» **Task brief**: Within the data below, copy each line where the string "down" is found.

» **Information shown**:
═══

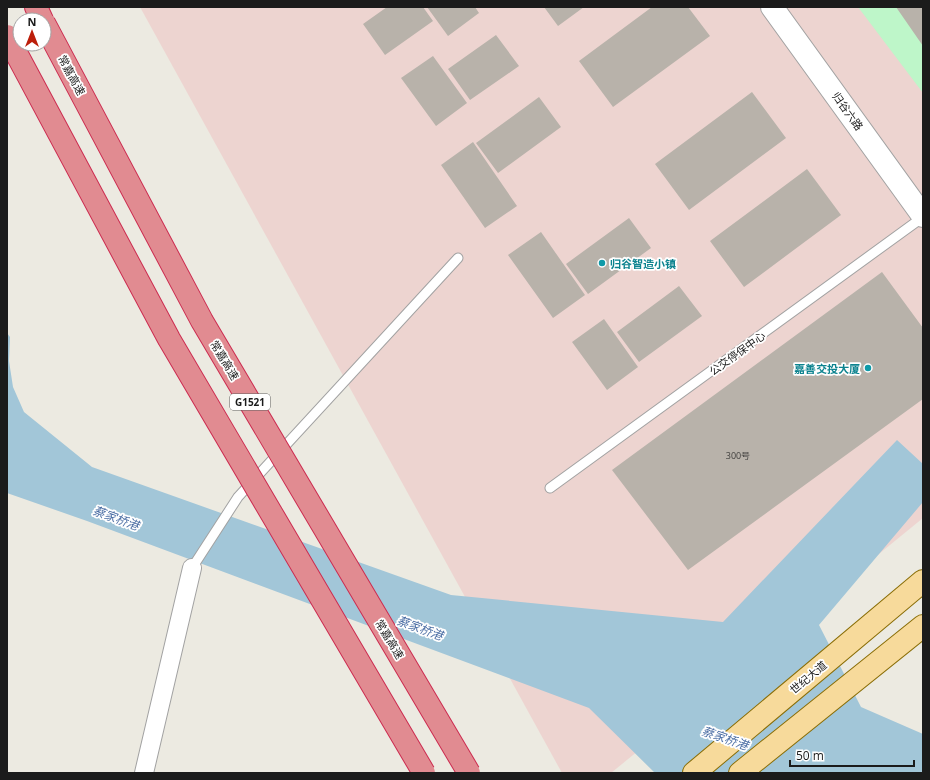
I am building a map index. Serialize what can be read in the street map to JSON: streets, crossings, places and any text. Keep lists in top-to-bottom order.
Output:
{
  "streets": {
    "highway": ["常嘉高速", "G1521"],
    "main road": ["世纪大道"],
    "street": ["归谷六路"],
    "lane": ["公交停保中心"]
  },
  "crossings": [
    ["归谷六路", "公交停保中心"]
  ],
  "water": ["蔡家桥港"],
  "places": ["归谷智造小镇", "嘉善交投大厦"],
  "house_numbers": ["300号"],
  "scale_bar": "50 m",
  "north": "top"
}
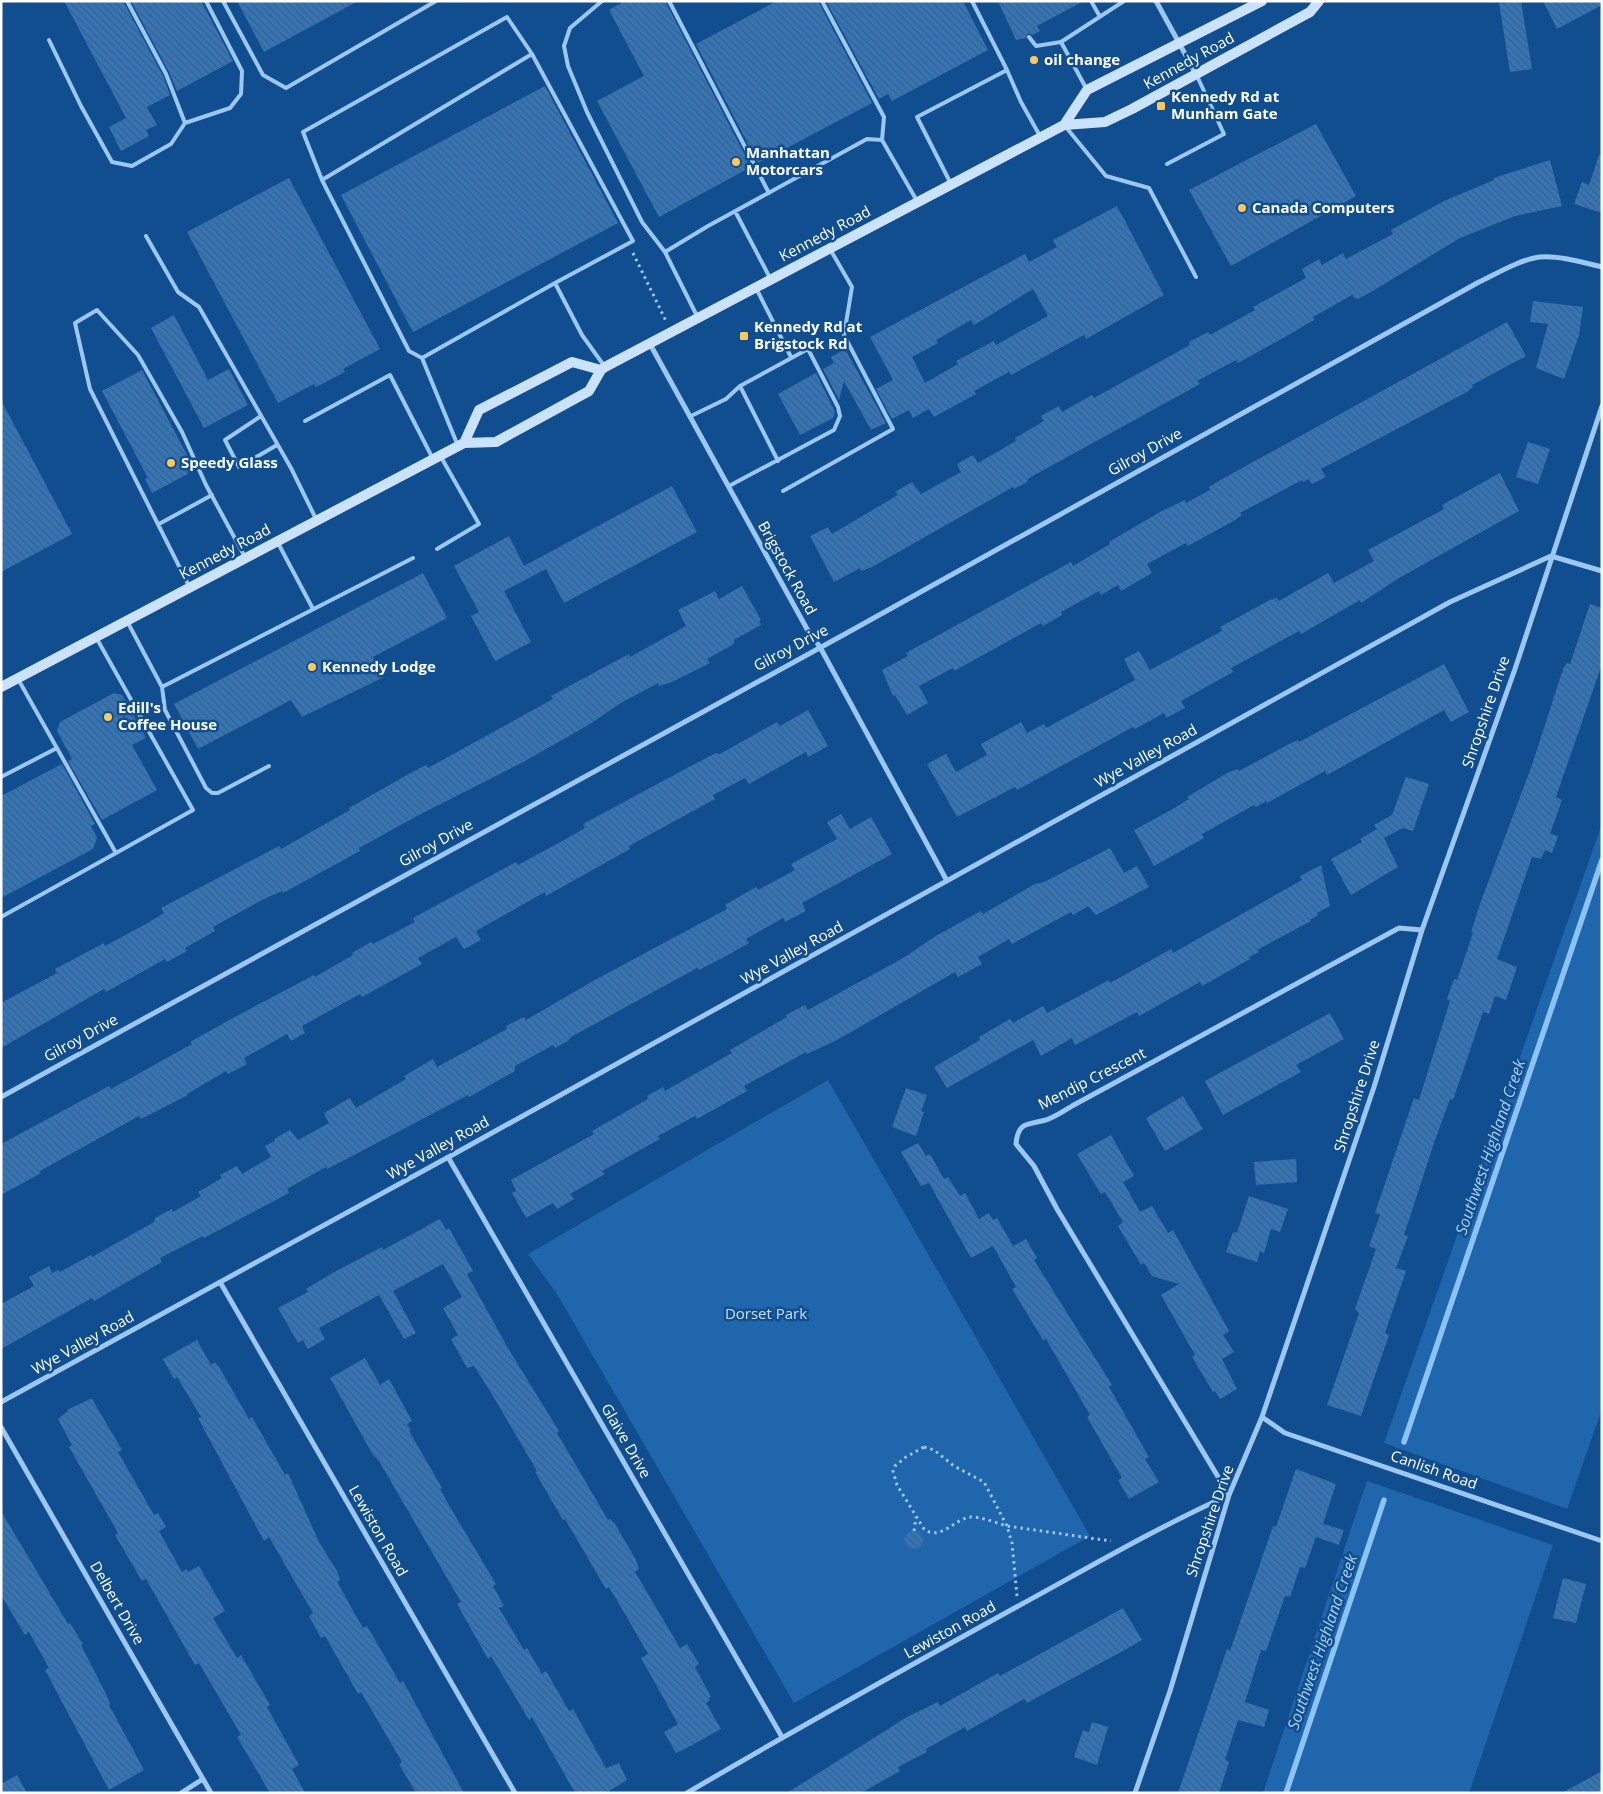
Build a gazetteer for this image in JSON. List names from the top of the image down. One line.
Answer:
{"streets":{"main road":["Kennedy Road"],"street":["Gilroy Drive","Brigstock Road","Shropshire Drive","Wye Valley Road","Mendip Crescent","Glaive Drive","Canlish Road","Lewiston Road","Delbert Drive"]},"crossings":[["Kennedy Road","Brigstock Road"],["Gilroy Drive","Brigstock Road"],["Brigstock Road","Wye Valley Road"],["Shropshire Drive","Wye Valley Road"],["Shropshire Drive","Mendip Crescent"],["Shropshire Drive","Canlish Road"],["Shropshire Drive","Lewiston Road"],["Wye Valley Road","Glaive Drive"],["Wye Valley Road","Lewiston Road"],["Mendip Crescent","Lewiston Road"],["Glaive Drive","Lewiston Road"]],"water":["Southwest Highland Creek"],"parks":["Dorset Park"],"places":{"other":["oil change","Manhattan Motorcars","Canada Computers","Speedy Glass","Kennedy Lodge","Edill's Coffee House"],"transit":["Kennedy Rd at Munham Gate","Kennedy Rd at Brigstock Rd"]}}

═══

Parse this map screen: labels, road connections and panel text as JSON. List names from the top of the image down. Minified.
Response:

═══

» **Output below**:
Build a gazetteer for this image in JSON. List names from the top of the image down. One line.
Parse this map screen: labels, road connections and panel text as JSON. List names from the top of the image down. Minified.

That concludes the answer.